Work task: Each line in the records that mentions the word "Śląska" needs to be listed.

Collected data:
•••••
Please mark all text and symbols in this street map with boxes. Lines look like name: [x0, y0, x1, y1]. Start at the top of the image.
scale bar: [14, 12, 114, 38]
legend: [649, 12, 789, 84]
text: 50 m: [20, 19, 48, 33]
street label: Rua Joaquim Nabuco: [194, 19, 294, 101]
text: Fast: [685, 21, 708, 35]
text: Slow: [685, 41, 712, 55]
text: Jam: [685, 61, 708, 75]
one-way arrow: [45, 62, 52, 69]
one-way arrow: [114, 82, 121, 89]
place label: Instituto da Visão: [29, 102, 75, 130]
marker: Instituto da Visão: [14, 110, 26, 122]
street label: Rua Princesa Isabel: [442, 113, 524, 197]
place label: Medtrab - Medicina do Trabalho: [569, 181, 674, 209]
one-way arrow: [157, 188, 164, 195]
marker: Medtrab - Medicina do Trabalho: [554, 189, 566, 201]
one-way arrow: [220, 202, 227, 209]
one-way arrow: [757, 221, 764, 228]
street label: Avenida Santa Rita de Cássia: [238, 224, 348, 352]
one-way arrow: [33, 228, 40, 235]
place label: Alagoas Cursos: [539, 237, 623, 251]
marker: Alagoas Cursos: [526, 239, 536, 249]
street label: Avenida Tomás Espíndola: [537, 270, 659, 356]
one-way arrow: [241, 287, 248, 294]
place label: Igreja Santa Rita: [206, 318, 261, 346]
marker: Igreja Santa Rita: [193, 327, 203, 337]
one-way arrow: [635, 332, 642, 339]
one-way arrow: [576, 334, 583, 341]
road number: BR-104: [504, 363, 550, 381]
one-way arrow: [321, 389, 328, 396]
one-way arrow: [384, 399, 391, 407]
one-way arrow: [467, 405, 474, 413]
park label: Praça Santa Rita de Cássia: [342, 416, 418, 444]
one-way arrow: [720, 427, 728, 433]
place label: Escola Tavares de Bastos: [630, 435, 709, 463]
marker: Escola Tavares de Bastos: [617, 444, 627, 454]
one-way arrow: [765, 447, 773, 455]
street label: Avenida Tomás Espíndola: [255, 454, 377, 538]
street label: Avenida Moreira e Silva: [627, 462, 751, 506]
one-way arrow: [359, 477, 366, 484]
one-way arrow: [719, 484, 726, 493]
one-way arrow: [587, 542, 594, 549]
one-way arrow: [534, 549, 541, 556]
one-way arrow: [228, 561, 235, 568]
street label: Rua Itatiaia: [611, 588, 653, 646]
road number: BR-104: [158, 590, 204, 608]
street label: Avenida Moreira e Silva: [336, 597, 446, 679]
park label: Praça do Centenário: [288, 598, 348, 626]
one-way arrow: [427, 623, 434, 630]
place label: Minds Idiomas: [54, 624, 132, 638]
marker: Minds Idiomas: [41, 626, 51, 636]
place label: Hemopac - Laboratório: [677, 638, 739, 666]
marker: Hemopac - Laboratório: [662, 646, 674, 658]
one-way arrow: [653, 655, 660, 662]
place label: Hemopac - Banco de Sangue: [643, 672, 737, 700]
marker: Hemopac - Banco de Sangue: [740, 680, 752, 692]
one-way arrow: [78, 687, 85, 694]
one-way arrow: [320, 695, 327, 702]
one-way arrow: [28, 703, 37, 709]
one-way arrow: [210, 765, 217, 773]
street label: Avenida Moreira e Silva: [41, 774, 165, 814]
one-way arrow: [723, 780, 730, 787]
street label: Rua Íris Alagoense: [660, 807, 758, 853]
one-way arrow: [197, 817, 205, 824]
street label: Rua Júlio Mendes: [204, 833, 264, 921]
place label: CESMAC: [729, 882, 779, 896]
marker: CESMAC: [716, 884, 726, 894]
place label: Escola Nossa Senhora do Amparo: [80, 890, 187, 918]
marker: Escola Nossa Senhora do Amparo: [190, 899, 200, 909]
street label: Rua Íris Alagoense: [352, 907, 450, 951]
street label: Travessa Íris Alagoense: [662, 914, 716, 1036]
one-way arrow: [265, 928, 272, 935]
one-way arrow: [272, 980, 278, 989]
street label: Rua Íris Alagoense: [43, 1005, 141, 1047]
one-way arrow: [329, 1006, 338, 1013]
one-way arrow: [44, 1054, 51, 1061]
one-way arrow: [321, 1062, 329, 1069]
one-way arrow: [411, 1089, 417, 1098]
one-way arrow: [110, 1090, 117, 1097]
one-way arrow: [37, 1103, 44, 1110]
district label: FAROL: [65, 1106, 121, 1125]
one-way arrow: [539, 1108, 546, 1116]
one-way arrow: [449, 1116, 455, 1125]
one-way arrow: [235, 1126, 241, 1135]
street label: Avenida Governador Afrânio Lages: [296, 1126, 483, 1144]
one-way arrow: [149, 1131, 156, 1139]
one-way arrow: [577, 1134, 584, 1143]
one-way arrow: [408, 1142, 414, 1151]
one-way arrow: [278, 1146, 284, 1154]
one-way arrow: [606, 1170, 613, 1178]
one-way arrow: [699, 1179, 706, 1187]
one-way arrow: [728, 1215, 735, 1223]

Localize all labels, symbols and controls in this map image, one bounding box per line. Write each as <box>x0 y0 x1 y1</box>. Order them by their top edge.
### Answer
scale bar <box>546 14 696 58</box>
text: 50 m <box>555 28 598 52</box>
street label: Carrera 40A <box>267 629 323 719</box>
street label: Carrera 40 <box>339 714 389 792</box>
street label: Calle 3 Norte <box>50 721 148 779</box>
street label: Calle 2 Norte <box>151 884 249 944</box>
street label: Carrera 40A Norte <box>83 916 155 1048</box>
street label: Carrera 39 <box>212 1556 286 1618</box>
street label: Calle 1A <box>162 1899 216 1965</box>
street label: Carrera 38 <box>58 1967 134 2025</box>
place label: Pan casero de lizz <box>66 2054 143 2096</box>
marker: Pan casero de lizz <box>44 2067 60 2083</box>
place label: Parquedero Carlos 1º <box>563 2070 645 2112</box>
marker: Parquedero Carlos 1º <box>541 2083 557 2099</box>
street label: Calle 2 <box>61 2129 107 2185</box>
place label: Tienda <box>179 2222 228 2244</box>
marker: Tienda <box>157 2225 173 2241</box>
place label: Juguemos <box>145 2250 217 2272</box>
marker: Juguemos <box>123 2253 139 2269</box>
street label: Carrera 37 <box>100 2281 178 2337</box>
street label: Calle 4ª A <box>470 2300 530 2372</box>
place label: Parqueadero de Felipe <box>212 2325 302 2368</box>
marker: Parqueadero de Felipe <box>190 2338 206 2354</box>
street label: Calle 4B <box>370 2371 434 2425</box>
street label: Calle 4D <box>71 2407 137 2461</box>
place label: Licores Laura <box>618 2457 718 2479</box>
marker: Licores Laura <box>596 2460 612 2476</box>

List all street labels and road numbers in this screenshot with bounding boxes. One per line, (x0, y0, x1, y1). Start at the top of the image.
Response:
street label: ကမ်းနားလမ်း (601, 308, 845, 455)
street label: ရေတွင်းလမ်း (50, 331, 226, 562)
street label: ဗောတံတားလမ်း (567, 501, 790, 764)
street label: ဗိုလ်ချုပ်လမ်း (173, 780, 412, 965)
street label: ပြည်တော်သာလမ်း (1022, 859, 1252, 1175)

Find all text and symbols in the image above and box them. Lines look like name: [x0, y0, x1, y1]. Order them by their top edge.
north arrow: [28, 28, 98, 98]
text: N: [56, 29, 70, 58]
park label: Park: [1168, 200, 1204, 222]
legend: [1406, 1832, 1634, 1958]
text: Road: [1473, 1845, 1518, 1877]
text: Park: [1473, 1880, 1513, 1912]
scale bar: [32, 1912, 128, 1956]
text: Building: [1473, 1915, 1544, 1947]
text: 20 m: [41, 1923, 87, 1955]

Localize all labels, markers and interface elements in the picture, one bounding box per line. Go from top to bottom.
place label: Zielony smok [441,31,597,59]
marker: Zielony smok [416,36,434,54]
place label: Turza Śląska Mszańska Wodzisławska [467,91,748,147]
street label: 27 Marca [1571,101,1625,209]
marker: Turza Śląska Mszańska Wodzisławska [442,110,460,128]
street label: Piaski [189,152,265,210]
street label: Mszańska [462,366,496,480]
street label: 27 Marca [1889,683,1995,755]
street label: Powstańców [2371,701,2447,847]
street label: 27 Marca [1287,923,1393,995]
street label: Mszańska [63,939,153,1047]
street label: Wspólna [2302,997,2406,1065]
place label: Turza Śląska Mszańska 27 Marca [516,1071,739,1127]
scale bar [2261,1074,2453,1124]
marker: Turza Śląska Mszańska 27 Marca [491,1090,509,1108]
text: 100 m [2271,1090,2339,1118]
•••••
Written answer:
place label: Turza Śląska Mszańska Wodzisławska [467,91,748,147]
marker: Turza Śląska Mszańska Wodzisławska [442,110,460,128]
place label: Turza Śląska Mszańska 27 Marca [516,1071,739,1127]
marker: Turza Śląska Mszańska 27 Marca [491,1090,509,1108]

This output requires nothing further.